Eine brillante Analyse der französischen Gesellschaft zwischen den Weltkriegen, die aus zeitgenössischer Sicht den Mythos der „goldenen zwanziger Jahre“ entlarvt und mit dem psychischen Elend und der Verlorenheit der Nachkriegszeit konfrontiert.

Verlag
Knaus Verlag, 2008
Format
Gebunden
Seiten
272 Seiten
ISBN/EAN
978-3-8135-0317-3
Preis
19,95 EUR

Zur Autorin/Zum Autor:

Irène Némirovsky wurde 1903 als Tocher eines jüdischen Bankiers in Kiew geboren. Nach der Oktoberrevolution ging die Familie nach Paris; dort avancierte Irène zum Star der Literaturszene. Vor den deutschen Truppen floh sie in den Süden Frankreichs, wurde verhaftet und starb 1943 in Auschwitz. Ihr Werk wurde erst 60 Jahre später durch einen Zufall wiederentdeckt. Bei Knaus erschienen: “Suite française”, “Jesabel” und “Die Hunde und die Wölfe”.

Zum Buch:

Im Jahre 1912 ist die Welt des Pariser Kleinbürgertums noch in Ordnung. Auf dem Tisch stehen Veilchen, man isst gut und solide, und nach dem Kaffee schlendert man durch das Gelände der Weltausstellung und bewundert die prächtigen Kutschen der besseren Stände. Die fünfzehnjährige Thérèse ist in den Medizinstudenten Martial verliebt und träumt von der Hochzeit. Zwei Jahre später sieht die Welt anders aus: Die erträumte Hochzeit wird zur Kriegshochzeit, und Martial fällt nach wenigen Monaten.

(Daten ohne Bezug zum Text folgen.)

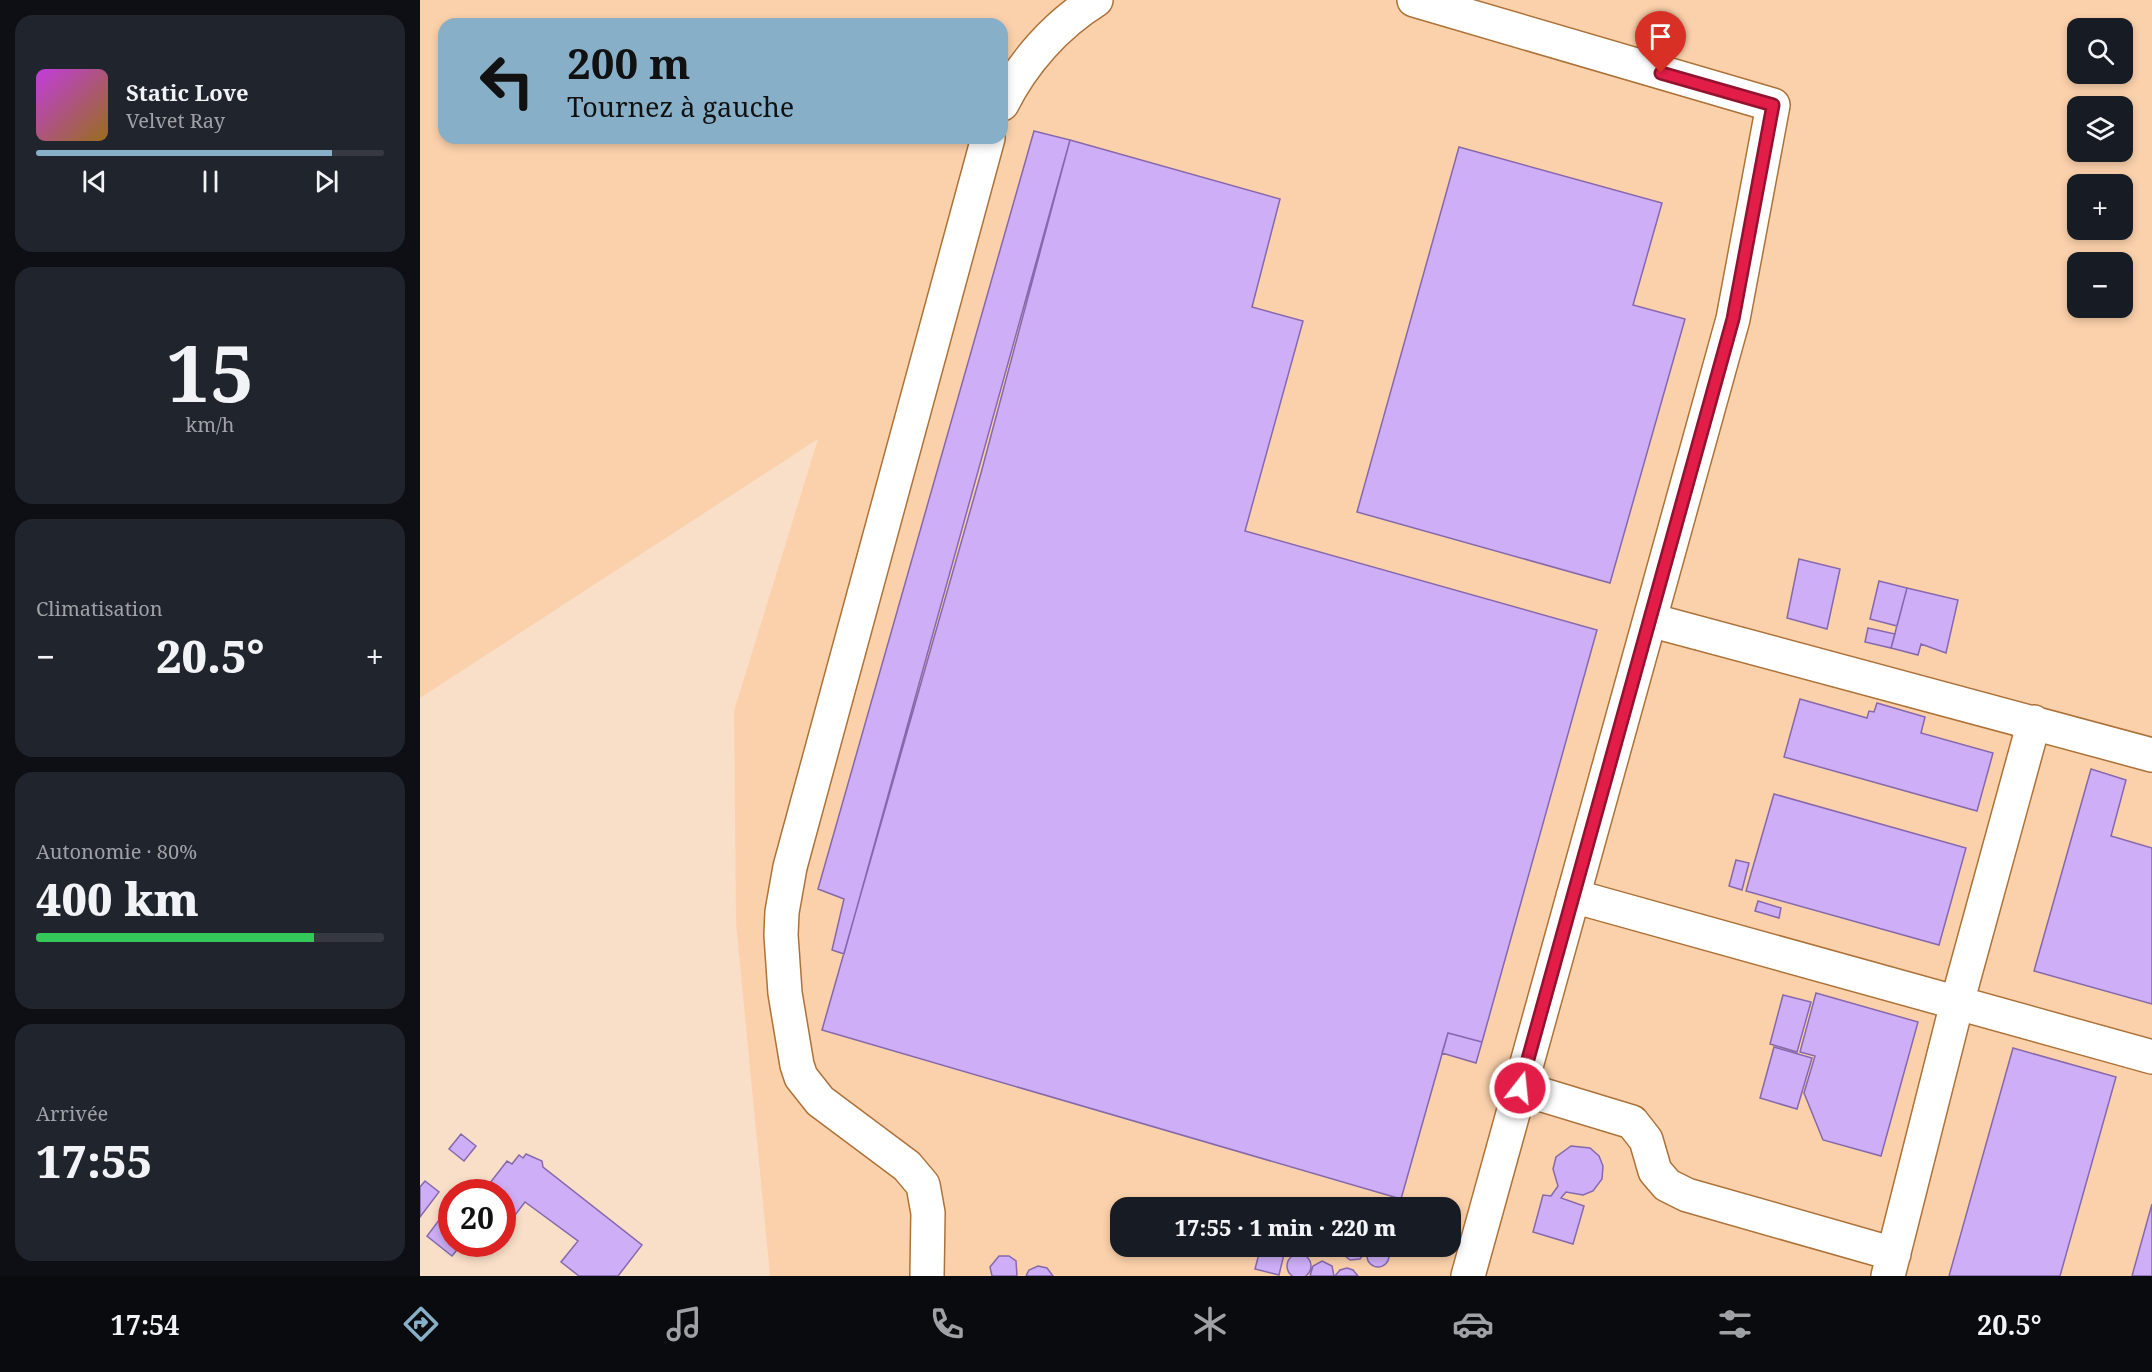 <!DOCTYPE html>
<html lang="fr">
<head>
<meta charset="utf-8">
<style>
  body { margin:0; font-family:"Noto Serif",serif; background:#20242c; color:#f1f3f6; height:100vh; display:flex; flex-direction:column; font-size:22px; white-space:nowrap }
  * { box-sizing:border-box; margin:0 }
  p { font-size:20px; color:#9ea1a6 }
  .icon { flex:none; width:33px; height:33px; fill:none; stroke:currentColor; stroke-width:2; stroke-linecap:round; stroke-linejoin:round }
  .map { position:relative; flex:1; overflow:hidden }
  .drawer { display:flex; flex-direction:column; gap:15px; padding:15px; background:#0d0f14; width:420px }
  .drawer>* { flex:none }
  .banner { position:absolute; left:18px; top:18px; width:570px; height:126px; border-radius:18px; box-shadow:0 3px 9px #0003; background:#87afc7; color:#111; overflow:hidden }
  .fabs { position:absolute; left:1647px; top:18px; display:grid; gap:12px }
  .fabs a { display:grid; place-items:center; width:66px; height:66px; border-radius:12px; background:#171b24; box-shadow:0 3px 9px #0003; font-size:30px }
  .speed { position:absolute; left:18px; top:1179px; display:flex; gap:12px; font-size:30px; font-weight:700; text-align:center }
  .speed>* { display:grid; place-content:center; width:78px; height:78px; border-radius:50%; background:#171b24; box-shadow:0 3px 9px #0003; line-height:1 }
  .speed .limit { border:9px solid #d22; background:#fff; color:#111 }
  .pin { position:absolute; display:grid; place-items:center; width:51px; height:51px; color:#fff; margin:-62px -26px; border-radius:50% 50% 50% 0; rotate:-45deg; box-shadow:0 0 6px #0007 }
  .pin .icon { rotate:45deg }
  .me { position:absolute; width:66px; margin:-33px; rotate:16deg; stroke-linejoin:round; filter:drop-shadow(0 0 4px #0008) }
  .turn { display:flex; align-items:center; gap:21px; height:126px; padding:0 30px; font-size:27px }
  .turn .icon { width:78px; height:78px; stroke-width:2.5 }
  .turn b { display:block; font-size:42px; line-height:51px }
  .big { font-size:45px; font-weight:800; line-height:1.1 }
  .drawer .card { flex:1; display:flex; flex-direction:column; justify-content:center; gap:9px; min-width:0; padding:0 21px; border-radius:18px; background:#20242c }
  .drawer .dial { align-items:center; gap:0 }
  .dial b { font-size:78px; line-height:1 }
  .song { display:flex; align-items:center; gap:18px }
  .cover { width:72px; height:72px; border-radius:9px; background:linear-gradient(135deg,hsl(290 70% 55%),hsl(40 70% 35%)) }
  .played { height:6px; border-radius:3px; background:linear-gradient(90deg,#87afc7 85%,#363941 85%) }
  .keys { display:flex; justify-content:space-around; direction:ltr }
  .heat { display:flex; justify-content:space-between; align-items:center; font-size:33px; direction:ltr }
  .charge { height:9px; border-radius:4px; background:linear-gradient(90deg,#34c759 80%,#363941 0) }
  .trip { position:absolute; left:690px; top:1197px; width:351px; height:60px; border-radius:18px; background:#171b24; box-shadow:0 3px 9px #0003; font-weight:800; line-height:60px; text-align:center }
  .dock { display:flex; height:96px; justify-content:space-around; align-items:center; background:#090b0e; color:#9ea1a6 }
  .dock .icon { width:42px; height:42px }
  .dock .selected { color:#87afc7 }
  .dock b { font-size:27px; color:#f1f3f6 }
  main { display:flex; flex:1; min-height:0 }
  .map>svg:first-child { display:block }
</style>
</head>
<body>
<main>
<section class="drawer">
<div class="card">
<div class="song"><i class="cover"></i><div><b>Static Love</b><p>Velvet Ray</p></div></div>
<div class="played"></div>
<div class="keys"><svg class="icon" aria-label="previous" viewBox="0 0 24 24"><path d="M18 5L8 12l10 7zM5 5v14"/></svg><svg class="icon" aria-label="pause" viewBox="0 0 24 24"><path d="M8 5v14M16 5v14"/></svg><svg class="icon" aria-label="next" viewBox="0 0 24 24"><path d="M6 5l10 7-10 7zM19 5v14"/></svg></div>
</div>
<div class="card dial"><b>15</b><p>km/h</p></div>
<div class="card"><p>Climatisation</p>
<div class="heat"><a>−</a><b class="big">20.5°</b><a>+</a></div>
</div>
<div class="card"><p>Autonomie · 80%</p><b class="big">400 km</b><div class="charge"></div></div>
<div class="card"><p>Arrivée</p><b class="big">17:55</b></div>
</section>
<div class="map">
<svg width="1732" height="1276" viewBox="0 0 1732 1276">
  <rect width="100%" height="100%" fill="#f9dfc8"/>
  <!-- built -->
  <path fill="#fbd1ab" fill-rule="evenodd" d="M0 0H1732V1276H350L316 923 314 711 398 439 0 698ZM24 24H582V138H24ZM1658 28H1702V74H1658ZM1658 106H1702V152H1658ZM1658 184H1702V230H1658ZM1658 262H1702V308H1658ZM700 1208H1030V1246H700Z"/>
  <!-- building -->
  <path fill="#cdaef7" stroke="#8669ac" stroke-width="1.5" d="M614 131 650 140 424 954 412 950 424 899 398 889Z
    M650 140 860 199 832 307 883 321 825 531 1177 630 1062 1042 1028 1033 981 1199 402 1030 561 473Z
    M1039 147 1242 203 1213 305 1265 319 1190 583 937 512Z
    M1379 559 1420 569 1407 629 1367 618Z
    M1459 581 1487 588 1477 626 1450 619Z
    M1487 588 1538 600 1526 653 1501 644 1498 655 1471 648Z
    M1448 628 1475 634 1471 648 1445 642Z
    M1380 699 1447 718 1449 711 1454 712 1457 703 1505 717 1501 733 1573 753 1557 811 1364 757Z
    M1671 769 1706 780 1691 836 1732 848V1004L1614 971Z
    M1354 794 1546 848 1519 945 1326 891Z
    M1316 860 1329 863 1322 890 1309 886Z
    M1338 901 1361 908 1359 918 1335 911Z
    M1396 993 1498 1022 1461 1156 1403 1140 1384 1093 1395 1056 1380 1052Z
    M1363 995 1391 1002 1377 1052 1350 1044Z
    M1028 1033 1062 1042 1056 1063 1022 1053Z
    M1354 1047 1392 1058 1377 1109 1340 1098Z
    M1593 1048 1696 1077 1640 1276H1529Z
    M41 1134 56 1146 44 1161 29 1149Z
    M1151 1146 1170 1148 1179 1156 1183 1166 1182 1179 1173 1191 1163 1195 1146 1192 1141 1198 1164 1206 1153 1244 1113 1232 1123 1195 1131 1196 1138 1186 1133 1169 1136 1157Z
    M106 1154 122 1161 123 1167 222 1245 198 1276H159L141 1262 158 1241 105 1202 89 1223 82 1218V1192H63L87 1161 92 1164 99 1155 103 1158Z
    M5 1181 19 1192 0 1217V1187Z
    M32 1203V1244H42L32 1256 7 1236Z
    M1732 1204V1276H1712Z
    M947 1256a11 11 0 1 1 22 0a11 11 0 1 1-22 0Z
    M841 1246 865 1250 859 1275 835 1269Z
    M901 1246H922L917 1252 910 1253Z
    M923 1246H946V1251L940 1259 930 1260 924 1255Z
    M867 1266a12 12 0 1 1 24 0a12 12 0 1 1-24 0Z
    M579 1256H589L596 1261 597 1276H572L570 1267Z
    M902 1261 912 1266 914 1276H890L893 1266Z
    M618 1266 627 1268 633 1276H606L609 1270Z
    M927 1268 933 1270 938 1276H915L920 1270Z"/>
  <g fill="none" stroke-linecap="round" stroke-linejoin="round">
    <defs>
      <path id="minor" d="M994 0 1353 105 1313 319 1048 1276
        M582 104C603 62 636 25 676 0
        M1230 620 1732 755
        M1153 896 1732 1057
        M1100 1088 1212 1122 1226 1140 1235 1171 1247 1185 1267 1195 1474 1254
        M507 1276 508 1213 503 1185 487 1166 400 1101 381 1077 377 1065 365 993 361 935 362 912 370 867 568 138
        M1468 1276 1537 1003 1614 722"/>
    </defs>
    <!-- minor casing -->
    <use href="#minor" stroke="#ad7238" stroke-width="36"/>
    <!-- minor -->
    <use href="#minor" stroke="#fff" stroke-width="33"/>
  </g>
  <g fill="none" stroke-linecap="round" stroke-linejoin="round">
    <defs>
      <path id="route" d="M1100 1088 1313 319 1353 105 1241 73"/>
    </defs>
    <!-- route casing -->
    <use href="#route" stroke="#92132f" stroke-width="15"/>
    <!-- route -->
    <use href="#route" stroke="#e11d48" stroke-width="10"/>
  </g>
</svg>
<div class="fabs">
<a><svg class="icon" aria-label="search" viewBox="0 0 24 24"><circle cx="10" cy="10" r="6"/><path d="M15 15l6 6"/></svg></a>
<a><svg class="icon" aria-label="layers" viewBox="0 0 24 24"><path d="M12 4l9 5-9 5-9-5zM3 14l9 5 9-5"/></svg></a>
<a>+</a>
<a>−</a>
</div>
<div class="speed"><div class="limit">20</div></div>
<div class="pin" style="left:1241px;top:73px;background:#d93025"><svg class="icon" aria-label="arrive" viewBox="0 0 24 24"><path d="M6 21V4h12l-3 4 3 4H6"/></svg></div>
<svg class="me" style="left:1100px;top:1088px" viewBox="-20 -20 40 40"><circle r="17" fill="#e11d48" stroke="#fff" stroke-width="3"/><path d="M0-11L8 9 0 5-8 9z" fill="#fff"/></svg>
<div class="trip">17:55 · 1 min · 220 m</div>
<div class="banner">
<div class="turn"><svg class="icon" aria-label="left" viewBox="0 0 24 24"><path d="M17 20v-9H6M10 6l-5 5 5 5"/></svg><div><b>200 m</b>Tournez à gauche</div></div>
</div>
</div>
</main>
<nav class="dock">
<b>17:54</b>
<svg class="icon selected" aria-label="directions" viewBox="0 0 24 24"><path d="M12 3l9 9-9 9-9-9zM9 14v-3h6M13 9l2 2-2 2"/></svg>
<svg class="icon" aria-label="music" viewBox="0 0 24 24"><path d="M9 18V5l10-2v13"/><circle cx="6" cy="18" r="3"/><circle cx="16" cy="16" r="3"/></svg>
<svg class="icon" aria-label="phone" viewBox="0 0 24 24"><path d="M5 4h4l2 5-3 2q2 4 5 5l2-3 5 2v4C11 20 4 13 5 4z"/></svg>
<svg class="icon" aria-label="climate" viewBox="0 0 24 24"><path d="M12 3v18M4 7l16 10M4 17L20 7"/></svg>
<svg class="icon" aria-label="car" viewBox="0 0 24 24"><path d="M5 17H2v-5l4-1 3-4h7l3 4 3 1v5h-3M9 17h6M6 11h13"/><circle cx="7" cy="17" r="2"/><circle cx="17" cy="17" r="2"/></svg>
<svg class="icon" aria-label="filters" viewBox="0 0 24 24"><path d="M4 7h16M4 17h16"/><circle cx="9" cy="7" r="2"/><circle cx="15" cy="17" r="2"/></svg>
<b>20.5°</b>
</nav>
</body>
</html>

Auch Bernard, den Thérèse seit Kindertagen kennt, zieht in den Krieg – gegen den Willen der Eltern und voller Begeisterung. Als er 1918 traumatisiert und desillusioniert zurückkehrt, liegt die geordnete Kleinbürgerwelt in Trümmern – der Schwarzmarkt blüht genauso wie die Prostitution, und eine neue Schicht von Kriegsgewinnlern kommt zu Reichtum und Macht. Bernard heiratet Thérèse, aber das kleine Glück genügt ihn nicht, er verfällt der schönen, zwielichtigen Renée und wird von deren Mann in die Finanzwelt eingeführt. Hin- und hergerissen zwischen zwei Frauen, zwischen ehrbarem Kleinbürgerleben und glitzerndem Luxus verliert sich Bernard immer mehr – bis die Deutschen einmarschieren und der Krieg von neuem beginnt.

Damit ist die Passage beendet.